Sample area C is located in central south China, which has a large continuous distribution of ecologically fragile karst areas (Jiang et al. 2014; Bai et al. 2013). At the same time, there are vegetation degradation and rocky desertification in the karst region of South China (Liao et al. 2018). Sample area C shows the highest proportion of land-use change among the three samples. The most common type of land-use change is forest to cropland as well as a shrubland-to-cropland type of change. Land policy has promoted cropland expansion (Peng et al. 2011), which is associated with dense population in the southwestern karst areas of China. Agriculture in the region is dominated by irrigated cropland and mixed cropland which will lead to erosion in karst areas (Liu et al. 2014).
Conclusion
This paper represents the first attempt to combine two global datasets for analysis and comparison. The study utilized CCI-LC data and WOKAM data from 1992 to 2020 to identify and quantify land-use changes and distribution patterns in global karst areas. The availability of these datasets describing the global karst distribution and land-use change has enabled the first quantification of land-use change in karst regions at a global scale. The main findings and conclusions can be summarized as follows:
In 2020, around 8.54 million km2 (31.78%) of the global karst areas are forest, about half of which is needle-leaved forest. About 5.11 million km2 (19.02%) of karst areas are covered with cropland, which can be further divided into rainfed cropland (12.71%), irrigated cropland (0.79%) and mixed cropland (5.52%). Bare areas and grasslands accounted for 27.58% and 10.87%, respectively. The urban area is 0.19 million km2 (0.71%).
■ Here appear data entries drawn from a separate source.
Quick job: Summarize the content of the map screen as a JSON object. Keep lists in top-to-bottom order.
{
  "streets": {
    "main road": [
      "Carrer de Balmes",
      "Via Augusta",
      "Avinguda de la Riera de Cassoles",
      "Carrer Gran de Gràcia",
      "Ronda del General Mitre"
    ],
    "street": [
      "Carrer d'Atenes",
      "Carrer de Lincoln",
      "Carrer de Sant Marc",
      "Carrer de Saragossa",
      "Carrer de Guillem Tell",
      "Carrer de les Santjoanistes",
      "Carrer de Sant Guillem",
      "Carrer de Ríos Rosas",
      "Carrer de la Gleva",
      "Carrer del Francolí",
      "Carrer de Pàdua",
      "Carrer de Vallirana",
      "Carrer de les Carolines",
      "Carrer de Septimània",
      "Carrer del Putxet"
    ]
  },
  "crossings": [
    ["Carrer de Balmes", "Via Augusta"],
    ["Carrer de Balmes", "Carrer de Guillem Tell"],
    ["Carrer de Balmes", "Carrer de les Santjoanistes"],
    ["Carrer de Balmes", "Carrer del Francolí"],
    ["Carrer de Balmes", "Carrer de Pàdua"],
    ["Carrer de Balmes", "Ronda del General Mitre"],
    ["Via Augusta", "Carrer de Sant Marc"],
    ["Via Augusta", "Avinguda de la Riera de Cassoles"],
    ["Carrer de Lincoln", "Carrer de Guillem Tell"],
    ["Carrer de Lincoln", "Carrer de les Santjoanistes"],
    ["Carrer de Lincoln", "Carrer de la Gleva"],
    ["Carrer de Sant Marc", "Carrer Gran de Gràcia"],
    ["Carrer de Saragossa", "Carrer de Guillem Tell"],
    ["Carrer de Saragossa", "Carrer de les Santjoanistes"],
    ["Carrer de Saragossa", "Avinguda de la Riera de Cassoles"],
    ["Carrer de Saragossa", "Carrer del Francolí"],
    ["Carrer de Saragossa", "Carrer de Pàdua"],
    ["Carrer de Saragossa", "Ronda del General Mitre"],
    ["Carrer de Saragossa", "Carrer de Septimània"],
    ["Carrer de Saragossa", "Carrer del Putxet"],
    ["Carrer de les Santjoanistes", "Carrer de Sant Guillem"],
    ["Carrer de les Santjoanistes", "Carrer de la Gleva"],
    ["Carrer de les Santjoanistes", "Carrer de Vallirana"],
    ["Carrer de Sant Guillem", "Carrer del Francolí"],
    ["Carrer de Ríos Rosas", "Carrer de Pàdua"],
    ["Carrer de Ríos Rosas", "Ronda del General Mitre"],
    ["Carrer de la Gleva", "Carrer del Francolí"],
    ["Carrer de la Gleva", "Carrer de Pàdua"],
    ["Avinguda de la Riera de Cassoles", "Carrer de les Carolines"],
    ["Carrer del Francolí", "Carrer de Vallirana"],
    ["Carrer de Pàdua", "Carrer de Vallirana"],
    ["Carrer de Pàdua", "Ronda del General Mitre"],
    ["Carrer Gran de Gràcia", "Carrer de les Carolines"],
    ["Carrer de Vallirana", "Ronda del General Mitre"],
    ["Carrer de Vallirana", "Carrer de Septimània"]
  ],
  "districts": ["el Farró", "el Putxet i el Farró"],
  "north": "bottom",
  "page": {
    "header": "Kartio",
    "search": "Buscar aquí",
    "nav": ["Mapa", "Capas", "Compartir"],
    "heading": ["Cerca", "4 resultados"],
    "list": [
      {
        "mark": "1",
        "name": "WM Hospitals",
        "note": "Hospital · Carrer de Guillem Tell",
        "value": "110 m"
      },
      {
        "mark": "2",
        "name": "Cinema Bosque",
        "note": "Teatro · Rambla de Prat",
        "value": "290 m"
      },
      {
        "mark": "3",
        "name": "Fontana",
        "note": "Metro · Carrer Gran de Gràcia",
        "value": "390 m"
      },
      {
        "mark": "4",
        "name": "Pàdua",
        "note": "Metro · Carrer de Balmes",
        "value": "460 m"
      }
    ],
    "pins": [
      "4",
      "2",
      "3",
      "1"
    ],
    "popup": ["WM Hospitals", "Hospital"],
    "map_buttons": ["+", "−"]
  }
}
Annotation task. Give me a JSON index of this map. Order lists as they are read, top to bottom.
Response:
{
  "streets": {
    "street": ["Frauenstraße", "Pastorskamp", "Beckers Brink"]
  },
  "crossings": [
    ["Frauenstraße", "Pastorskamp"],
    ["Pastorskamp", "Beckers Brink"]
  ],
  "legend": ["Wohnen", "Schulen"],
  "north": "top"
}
The area of land-use changes in global karst areas from 1992 to 2020 is 1.30 million km2, which means that almost 4.85% of the global karst surface has changed. Most of the changes occurred in the conversion between forest and cropland, accounting for 29.39% of all land-use changes on karst. The net increase in urban areas is 0.1 million km2, with most of the expansion coming from rainfed croplands. In contrast, the bare areas and shrublands have been shrinking by about 0.09 million and 0.05 million km2, respectively.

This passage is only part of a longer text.